Oakridge Road residents were particularly confused by the turn of events, since they had been told at a meeting this past summer in connection with the street’s planned fall repaving that speed tables would be installed as part of the project. At that meeting, the residents in attendance literally cheered the announcement. Once the resurfacing was complete in late October, residents got notices in their mailboxes that speed bumps were going in; the next day trenches were dug.
Then, for two and a half weeks, nothing happened. Finally, the trucks were back, but not to install speed bumps: To Oakridge residents’ astonishment, workers filled in the indentations in the asphalt. Sunset’s divots have also disappeared. (Derwent Avenue, by the way, went through the same trenching process, but there actual speed humps were installed. And yes, they are slowing traffic down.)

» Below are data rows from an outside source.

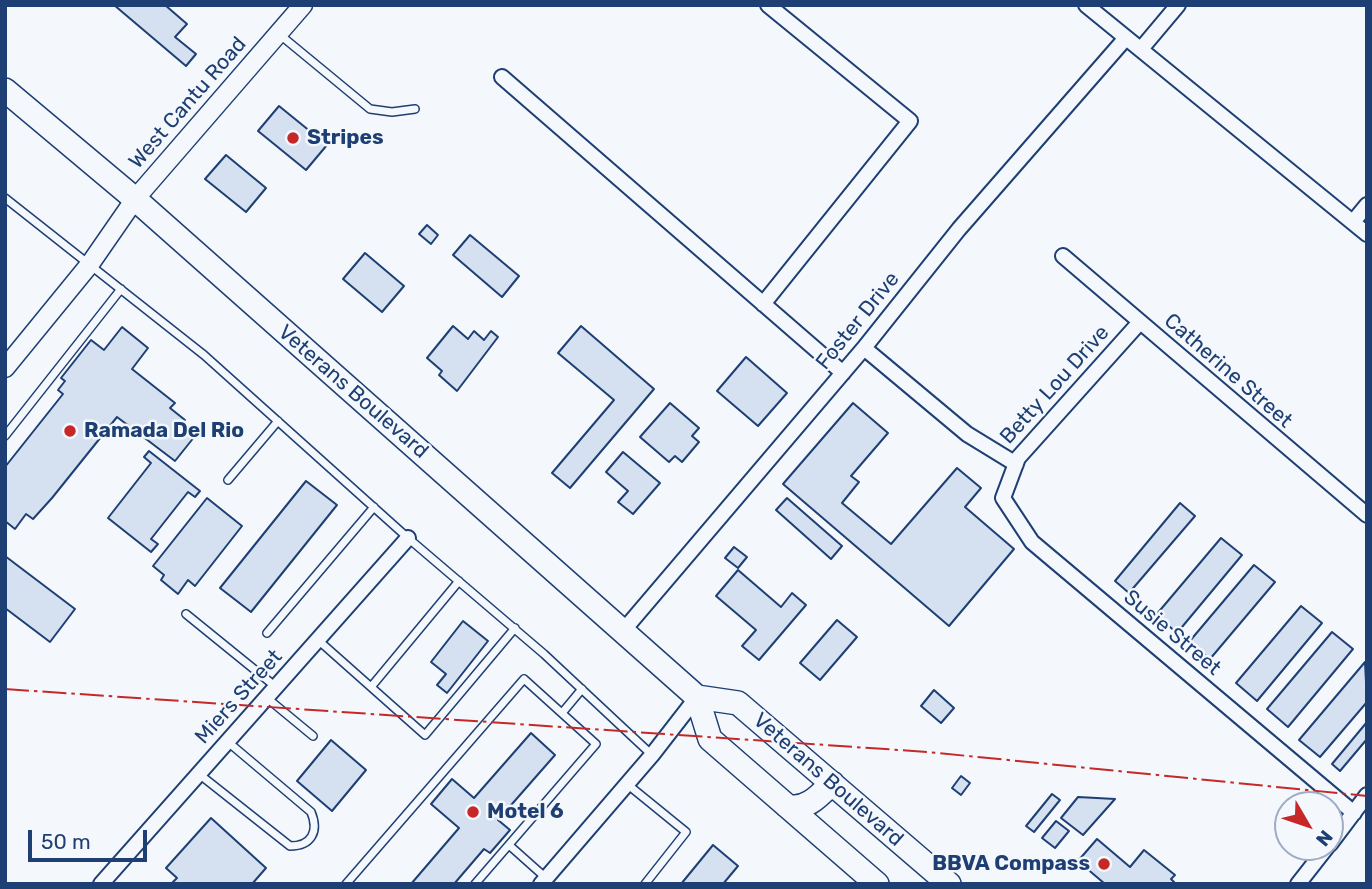 <!DOCTYPE html>
<style>
body{margin:0}
#map{position:relative;width:1372px;height:889px;overflow:hidden;background:#f4f7fb;font-family:Rubik,sans-serif}
canvas{display:block}
.frame{position:absolute;inset:0;border:7px solid #1d3f73;pointer-events:none}
.north{position:absolute;left:1274px;top:791px;width:70px;height:70px;box-sizing:border-box;background:#f4f7fb;border:2px solid #9eadc5;border-radius:50%;rotate:129deg;font-size:19px;font-weight:700;line-height:28px;text-align:center;color:#1d3f73}
.north::after{content:'';display:block;margin:auto;width:24px;height:32px;background:#c62828;clip-path:polygon(50% 0,100% 100%,50% 72%,0 100%)}
.scale{position:absolute;left:28px;top:830px;width:119px;height:32px;box-sizing:border-box;border:4px solid #1d3f73;border-top:0;padding-left:9px;font-size:21px;line-height:24px;white-space:nowrap;color:#1d3f73;-webkit-text-stroke:5px #f4f7fb;paint-order:stroke}
</style>
<div id="map">
<canvas width="1372" height="889"></canvas>
<div class="frame"></div>
<div class="north">N</div>
<div class="scale">50 m</div>
</div>
<script>
const g = document.querySelector('canvas').getContext('2d');
g.lineJoin = 'round';
function fill(path, color) { g.fillStyle = color; g.fill(path, 'evenodd'); }
function stroke(path, color, width, dash) { g.strokeStyle = color; g.lineWidth = width; g.lineCap = dash ? 'butt' : 'round'; g.setLineDash(dash || []); g.stroke(path); }
function write(font, color, halo, rows, align = 'center') {
  g.font = font + ' Rubik,sans-serif'; g.lineWidth = 5; g.setLineDash([]); g.textBaseline = 'middle'; g.strokeStyle = halo; g.fillStyle = color; for (const [text, x, y, turn = 0] of rows) {
    g.save(); g.translate(x, y); g.rotate((+turn || 0) * Math.PI / 180); g.textAlign = isNaN(turn) ? turn : align; if (halo) g.strokeText(text, 0, 0); g.fillText(text, 0, 0); g.restore();
  }
}
const building = new Path2D(`
 M 114,5 L 165,5 L 187,24 L 175,37 L 196,54 L 186,66 Z
 M 279,106 L 327,145 L 306,170 L 258,131 Z
 M 226,155 L 266,188 L 246,212 L 205,179 Z
 M 427,225 L 438,235 L 431,244 L 419,234 Z
 M 470,235 L 519,276 L 502,297 L 453,255 Z
 M 365,253 L 404,286 L 382,312 L 343,279 Z
 M 453,326 L 468,339 L 474,331 L 484,340 L 491,331 L 498,337 L 457,391 L 439,375 L 442,371 L 427,358 Z
 M 581,326 L 654,389 L 570,488 L 552,473 L 614,400 L 558,353 Z
 M 122,327 L 148,348 L 132,369 L 175,403 L 170,408 L 185,420 L 180,425 L 195,436 L 175,461 L 117,417 L 52,498 L 33,519 L 26,514 L 15,529 L 5,521 L 5,467 L 63,394 L 58,390 L 65,381 L 61,378 L 91,340 L 104,350 Z
 M 746,357 L 787,393 L 758,426 L 717,391 Z
 M 670,403 L 699,428 L 692,436 L 699,442 L 682,462 L 675,456 L 669,462 L 640,437 Z
 M 853,403 L 888,433 L 851,476 L 859,482 L 842,503 L 891,544 L 957,468 L 981,488 L 965,507 L 1014,549 L 949,626 L 783,484 Z
 M 149,451 L 200,491 L 195,497 L 188,492 L 151,539 L 158,544 L 151,552 L 108,518 L 151,463 L 144,457 Z
 M 623,452 L 660,483 L 633,514 L 618,502 L 628,491 L 606,472 Z
 M 306,481 L 337,505 L 251,612 L 220,588 Z
 M 207,498 L 242,526 L 195,586 L 188,580 L 178,594 L 161,580 L 164,575 L 153,566 Z
 M 787,498 L 842,546 L 831,559 L 776,510 Z
 M 1180,503 L 1195,516 L 1129,593 L 1115,581 Z
 M 1221,538 L 1242,555 L 1177,633 L 1156,615 Z
 M 734,547 L 747,557 L 738,568 L 725,558 Z
 M 5,556 L 75,609 L 50,642 L 5,608 Z
 M 1254,565 L 1275,582 L 1210,659 L 1189,642 Z
 M 738,570 L 781,607 L 792,593 L 806,605 L 759,660 L 742,646 L 756,630 L 716,596 Z
 M 1301,606 L 1322,623 L 1257,701 L 1236,683 Z
 M 837,620 L 857,637 L 820,680 L 800,663 Z
 M 463,621 L 488,641 L 447,693 L 437,685 L 446,674 L 431,662 Z
 M 1332,632 L 1353,649 L 1288,727 L 1267,709 Z
 M 1365,662 L 1367,702 L 1320,757 L 1299,740 Z
 M 934,690 L 954,708 L 941,723 L 921,706 Z
 M 1367,722 L 1367,739 L 1340,771 L 1332,764 Z
 M 531,733 L 555,755 L 498,820 L 510,830 L 490,853 L 484,849 L 454,884 L 411,884 L 459,828 L 431,804 L 452,779 L 474,798 Z
 M 331,740 L 366,770 L 332,811 L 297,781 Z
 M 961,776 L 970,783 L 961,795 L 952,788 Z
 M 1052,794 L 1060,800 L 1034,832 L 1026,826 Z
 M 1078,797 L 1115,799 L 1083,835 L 1061,818 Z
 M 211,818 L 266,868 L 252,884 L 171,884 L 177,878 L 166,868 Z
 M 1056,821 L 1069,831 L 1055,848 L 1042,838 Z
 M 1097,839 L 1130,867 L 1144,850 L 1175,875 L 1171,879 L 1176,884 L 1105,884 L 1078,861 Z
 M 713,845 L 738,866 L 723,884 L 681,884 Z`);
const service = new Path2D(`
 M 279,34 L 370,109 L 392,112 L 415,109
 M 5,198 L 204,355 L 408,538 L 544,654 L 652,755
 M 5,436 L 121,289
 M 228,480 L 278,421
 M 186,614 L 276,687
 M 267,633 L 374,507
 M 318,640 L 425,735 L 515,628
 M 371,687 L 459,581
 M 267,698 L 313,736
 M 562,713 L 582,689
 M 199,774 L 290,846 C 312,846 319,831 311,812 L 228,742
 M 627,784 L 686,832 L 645,884
 M 509,845 L 546,878
 M 346,884 L 524,679 L 596,744 L 475,884`);
const minor = new Path2D(`
 M 1086,5 L 1367,234
 M 1141,49 L 1178,5
 M 502,77 L 843,373
 M 1353,222 L 1367,205
 M 1063,256 L 1367,515
 M 763,304 L 910,121 L 768,5
 M 1140,322 L 1018,458 L 1003,498 L 1032,542 L 1354,813
 M 864,348 L 967,434 L 1016,464
 M 623,631 L 864,348 L 959,229 L 1125,39
 M 1330,844 L 1367,795
 M 101,884 L 408,538
 M 541,884 L 652,755 L 697,697
 M 1298,884 L 1327,847`);
const tertiary = new Path2D(`
 M 5,368 L 90,264 L 135,199 L 303,5`);
const primary = new Path2D(`
 M 5,90 L 135,199 L 697,697 L 710,739 L 877,884
 M 697,697 L 738,703 L 949,884
 M 787,806 C 806,811 819,796 832,783`);
const power = new Path2D(`
 M 5,689 L 928,752 L 1367,796`);
const markers = [
 [293,138,7,"#c62828"],
 [70,431,7,"#c62828"],
 [473,812,7,"#c62828"],
 [1104,864,7,"#c62828"]
];
const streetNames = [
 ["West Cantu Road",188,103,-49],
 ["Foster Drive",858,321,-51],
 ["Catherine Street",1228,371,41],
 ["Betty Lou Drive",1055,385,-48],
 ["Veterans Boulevard",353,392,41],
 ["Susie Street",1172,633,40],
 ["Miers Street",239,697,-48],
 ["Veterans Boulevard",828,780,41]
];
const poiNames = [
 ["Stripes",307,138],
 ["Ramada Del Rio",84,431],
 ["Motel 6",487,812],
 ["BBVA Compass",1090,864,"right"]
];
fill(building, '#d5e0f0');
stroke(building, '#1d3f73', 2);
stroke(service, '#1d3f73', 10);
stroke(minor, '#1d3f73', 18);
stroke(tertiary, '#1d3f73', 21);
stroke(primary, '#1d3f73', 26);
stroke(service, '#f4f7fb', 7);
stroke(minor, '#f4f7fb', 14);
stroke(tertiary, '#f4f7fb', 18);
stroke(primary, '#f4f7fb', 23);
stroke(power, '#c62828', 2, [24, 5, 3.5, 5]);
for (const [x, y, r, color] of markers) { const dot = new Path2D(); dot.arc(x, y, r, 0, 2 * Math.PI); g.fillStyle = color; g.fill(dot); stroke(dot, '#f4f7fb', 2.5); }
write('21px', '#1d3f73', '#f4f7fb', streetNames);
write('bold 21px', '#1d3f73', '#f4f7fb', poiNames, 'left');
</script>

At least one Oakridge resident suspects that a neighbor who was opposed to the speed humps swayed town officials against them at the eleventh hour. Further down Oakridge, near the corner of Fellswood, spray paint still shows where the macadam was marked–but never cut, perhaps indicating some resistance from that quarter. But how could one person’s objection alter a decision that had been approved and planned by the town, communicated to residents and for which work had even been started? What did the town spend on doing and un-doing the speed bump work, and why were the residents who had supported the bumps—who had appealed for them for more than a decade–not brought into the process when the thinking changed? What is going to deter speeders now that the road is smooth? These days, one resident says wistfully, they’re missing their potholes, which at least slowed drivers down.
Township Engineer Jim Helb did not return calls from MyVerona.